Es sollte eine Selbstverständlichkeit werden, vor allem in den historischen Bereichen unserer Kommunen, Gemeinschaftsphotovoltaikanlagen zu errichten. Diese sollten außerhalb der Ensembles geschützten Dachflächen liegen und zur Eigenstromversorgung genutzt werden.
Das Gelingen der Klimaneutralität bis 2030 ist aber nicht nur eine ökonomische  Frage, sondern auch eine Soziale.
Parteiübergreifend haben wir beschlossen, dass unser Landkreis bis 2030 klimaneutral werden soll.
Dies ist ja an sich schon ein tolles Ergebnis und ein hohes Ziel, welches wir mit unserem Klimaschutzkonzept für den Landkreis Haßberge umsetzen möchten. 
Damit uns dies auch wirklich, in nur noch sieben verbleibenden Jahren gelingt, müssen wir in vielen Bereichen an einem Strang ziehen.

Doch ich möchte noch ein paar Worte zu unserem Verkehrslandeplatz sagen, der ja im vergangenen Jahr Grund genug für uns war den Haushalt 2022 abzulehnen.
Für uns Ökodemokraten ist und bleibt er zu tiefst ökologisch unsinnig und deshalb lehnen wir es weiterhin ab, ihn finanzieren zu wollen. 
Es ist nicht einsichtig, wenn alle zum Energiesparen aufgefordert werden und wir als Landkreis etwas finanzieren, was Geld und unsinnige Energie in die Luft bläst.

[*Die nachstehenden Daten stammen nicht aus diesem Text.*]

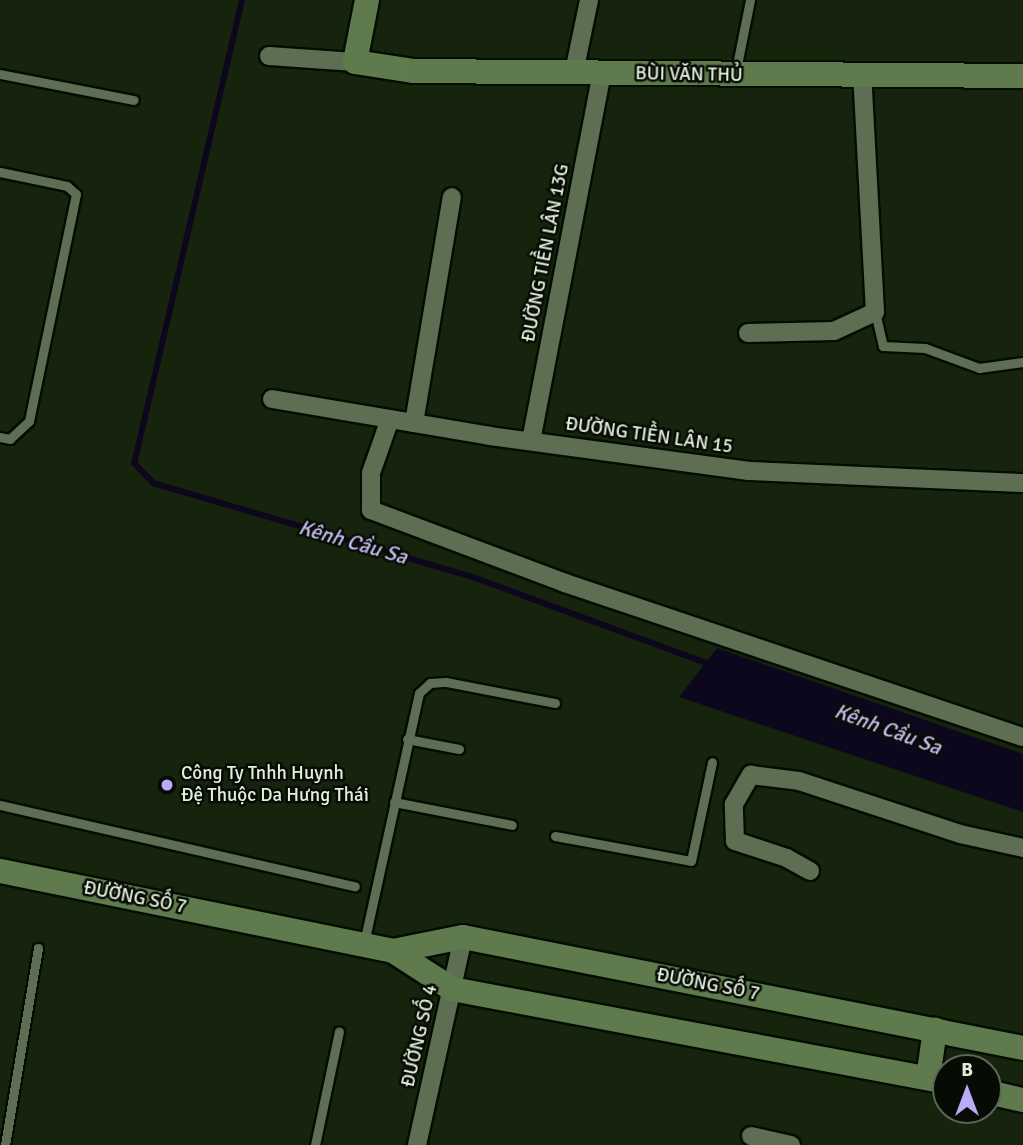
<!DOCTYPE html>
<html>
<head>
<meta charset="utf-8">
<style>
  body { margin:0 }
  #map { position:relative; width:1023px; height:1145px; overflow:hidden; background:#16240d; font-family:Signika,sans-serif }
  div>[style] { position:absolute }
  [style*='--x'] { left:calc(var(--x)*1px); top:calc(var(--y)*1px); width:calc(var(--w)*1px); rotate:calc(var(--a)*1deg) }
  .water>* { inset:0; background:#0d071d }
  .stream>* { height:6px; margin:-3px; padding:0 3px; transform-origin:3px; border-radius:3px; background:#0d071d }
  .roads { filter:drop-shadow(2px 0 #030d00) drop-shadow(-2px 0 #030d00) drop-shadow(0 2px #030d00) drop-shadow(0 -2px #030d00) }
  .lane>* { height:9px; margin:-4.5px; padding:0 4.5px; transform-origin:4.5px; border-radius:4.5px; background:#5d6e53 }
  .street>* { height:18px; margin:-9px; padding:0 9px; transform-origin:9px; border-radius:9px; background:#5d6e53 }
  .secondary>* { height:24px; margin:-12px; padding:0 12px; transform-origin:12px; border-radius:12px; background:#5f7b4d }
  .dots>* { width:19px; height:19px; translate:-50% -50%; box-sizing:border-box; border:4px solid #060c03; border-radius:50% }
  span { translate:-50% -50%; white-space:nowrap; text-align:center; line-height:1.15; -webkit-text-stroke:5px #060c03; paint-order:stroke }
  .street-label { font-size:19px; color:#e3eddd }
  .poi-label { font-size:19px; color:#e3eddd }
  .left { translate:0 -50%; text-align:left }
  .water-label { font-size:21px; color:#c3baef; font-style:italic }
  .north { position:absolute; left:932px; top:1054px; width:70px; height:70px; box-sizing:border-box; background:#060c03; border:2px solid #5e665a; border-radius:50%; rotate:0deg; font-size:19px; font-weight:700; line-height:28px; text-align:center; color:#e3eddd }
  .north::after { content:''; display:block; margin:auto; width:24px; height:32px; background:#b9abf7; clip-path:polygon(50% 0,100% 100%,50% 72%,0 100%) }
</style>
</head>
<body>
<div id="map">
  <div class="water">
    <div style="clip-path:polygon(717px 648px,1023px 754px,1023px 812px,679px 697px)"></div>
  </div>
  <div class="stream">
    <div style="--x:242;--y:0;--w:475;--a:103.1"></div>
    <div style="--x:134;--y:463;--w:28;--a:46"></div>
    <div style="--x:153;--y:483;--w:330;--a:16.4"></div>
    <div style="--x:470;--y:576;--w:258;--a:20.2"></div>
  </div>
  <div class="roads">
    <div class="lane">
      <div style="--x:736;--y:70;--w:71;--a:-78.7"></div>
      <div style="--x:0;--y:74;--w:136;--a:11"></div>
      <div style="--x:0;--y:172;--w:68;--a:11.8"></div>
      <div style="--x:67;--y:186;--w:12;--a:42"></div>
      <div style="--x:76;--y:194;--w:232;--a:101.7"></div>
      <div style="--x:29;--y:421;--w:26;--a:137"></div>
      <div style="--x:10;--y:439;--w:10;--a:-169"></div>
      <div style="--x:875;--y:312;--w:35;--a:77"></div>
      <div style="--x:883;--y:346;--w:42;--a:2.7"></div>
      <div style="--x:925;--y:348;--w:58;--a:20.3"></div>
      <div style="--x:979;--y:368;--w:44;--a:-7.8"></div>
      <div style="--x:407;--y:739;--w:53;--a:10.9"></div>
      <div style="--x:394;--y:802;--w:120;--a:11"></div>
      <div style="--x:0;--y:805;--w:364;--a:12.9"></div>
      <div style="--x:555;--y:836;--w:138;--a:10.4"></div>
      <div style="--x:691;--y:861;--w:101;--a:-78"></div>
      <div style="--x:364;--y:943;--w:256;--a:-77.6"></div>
      <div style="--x:419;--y:693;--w:15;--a:-42"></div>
      <div style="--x:430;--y:683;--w:16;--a:-4"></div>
      <div style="--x:446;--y:682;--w:111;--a:10.9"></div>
      <div style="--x:5;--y:1145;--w:200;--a:-80.5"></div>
      <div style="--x:315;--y:1145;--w:116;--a:-78.1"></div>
    </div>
    <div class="street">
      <div style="--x:269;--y:56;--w:86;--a:4"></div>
      <div style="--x:574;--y:72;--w:74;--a:-78.2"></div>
      <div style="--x:748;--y:333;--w:86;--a:-1.3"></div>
      <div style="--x:834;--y:331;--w:45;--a:-24.9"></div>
      <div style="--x:875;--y:312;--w:237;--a:-93.1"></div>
      <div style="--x:272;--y:399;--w:221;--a:9.6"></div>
      <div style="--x:490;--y:436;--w:260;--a:7.7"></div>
      <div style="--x:748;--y:471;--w:275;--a:2.5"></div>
      <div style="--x:390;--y:419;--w:57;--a:109.4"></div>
      <div style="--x:371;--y:473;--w:37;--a:90"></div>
      <div style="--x:371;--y:510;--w:207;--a:20.6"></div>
      <div style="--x:565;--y:583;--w:483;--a:18.6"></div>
      <div style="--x:414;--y:423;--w:229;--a:-80.5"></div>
      <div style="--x:531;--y:441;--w:375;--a:-79.1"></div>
      <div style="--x:810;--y:871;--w:26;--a:-151"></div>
      <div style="--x:787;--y:858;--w:55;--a:-161.9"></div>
      <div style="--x:735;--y:841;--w:37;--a:-92"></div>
      <div style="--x:734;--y:804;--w:34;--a:-60"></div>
      <div style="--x:751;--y:775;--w:48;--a:7.1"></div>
      <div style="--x:799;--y:781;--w:169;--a:18.2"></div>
      <div style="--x:960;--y:834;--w:65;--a:12.5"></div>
      <div style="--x:751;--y:1136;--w:41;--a:12.7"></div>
      <div style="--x:417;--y:1145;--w:213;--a:-77.5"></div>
    </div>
    <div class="secondary">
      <div style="--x:367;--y:0;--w:63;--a:101"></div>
      <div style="--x:355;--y:62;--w:60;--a:8.7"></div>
      <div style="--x:414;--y:71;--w:609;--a:0.47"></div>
      <div style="--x:0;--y:871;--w:401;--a:11.5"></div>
      <div style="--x:393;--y:951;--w:70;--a:32.8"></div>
      <div style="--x:452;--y:989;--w:503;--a:10.66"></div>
      <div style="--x:393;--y:951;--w:71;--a:-11.3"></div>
      <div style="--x:463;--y:937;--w:571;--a:11.21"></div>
      <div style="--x:928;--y:1078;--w:49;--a:-81.7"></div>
      <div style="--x:988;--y:1092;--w:36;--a:13"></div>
    </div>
  </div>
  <div class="dots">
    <div style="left:167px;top:785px;background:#b9abf7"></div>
  </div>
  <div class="street-label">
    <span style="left:689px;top:75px;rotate:1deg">BÙI VĂN THỦ</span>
    <span style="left:546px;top:253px;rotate:-79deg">ĐƯỜNG TIỀN LÂN 13G</span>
    <span style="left:649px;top:436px;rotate:8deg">ĐƯỜNG TIỀN LÂN 15</span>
    <span style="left:135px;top:898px;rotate:11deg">ĐƯỜNG SỐ 7</span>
    <span style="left:708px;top:985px;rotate:11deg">ĐƯỜNG SỐ 7</span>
    <span style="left:420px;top:1036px;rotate:-77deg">ĐƯỜNG SỐ 4</span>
  </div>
  <div class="poi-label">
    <span class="left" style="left:181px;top:785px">Công Ty Tnhh Huynh<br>Đệ Thuộc Da Hưng Thái</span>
  </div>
  <div class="water-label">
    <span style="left:353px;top:542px;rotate:16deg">Kênh Cầu Sa</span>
    <span style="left:888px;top:729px;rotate:20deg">Kênh Cầu Sa</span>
  </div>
  <div class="north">B</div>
</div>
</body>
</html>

Angesichts der existierenden Krisen, die auch uns hautnah treffen, hat man den Eindruck: 
Es fehlt an allen Ecken und Enden  -  das Geld, die Mittel, die Lösungsstrategien.
Aber machen wir uns auch bewusst: wir sind eines der reichsten Länder der Welt. 
Wir haben nicht zu wenig Geld im Land, es ist nur ungerecht verteilt! 
Das zu ändern müssen wir von Landes- und Bundespolitikern auch einfordern! Ansonsten bleibt uns im Landkreis und in den Kommunen immer nur, den Mangel zu verwalten.

Also, Klartext:
Wir lehnen den Verkehrslandeplatz weiterhin ab. Angesichts der Tatsache, dass wir diesen Punkt nicht aus dem Haushalt herauslösen können stimmen wir dem Haushalt im Gesamten zu. Dies geschieht aus Solidarität mit den vielen anderen Aufgaben, die wir gerade in einer Krisen-Zeitenwende leisten müssen oder auf dem Weg bringen möchten.
Wir danken allen, die den Haushalt erstellt haben und allen, die sich tagtäglich für einen lebenswerten Landkreis einsetzen.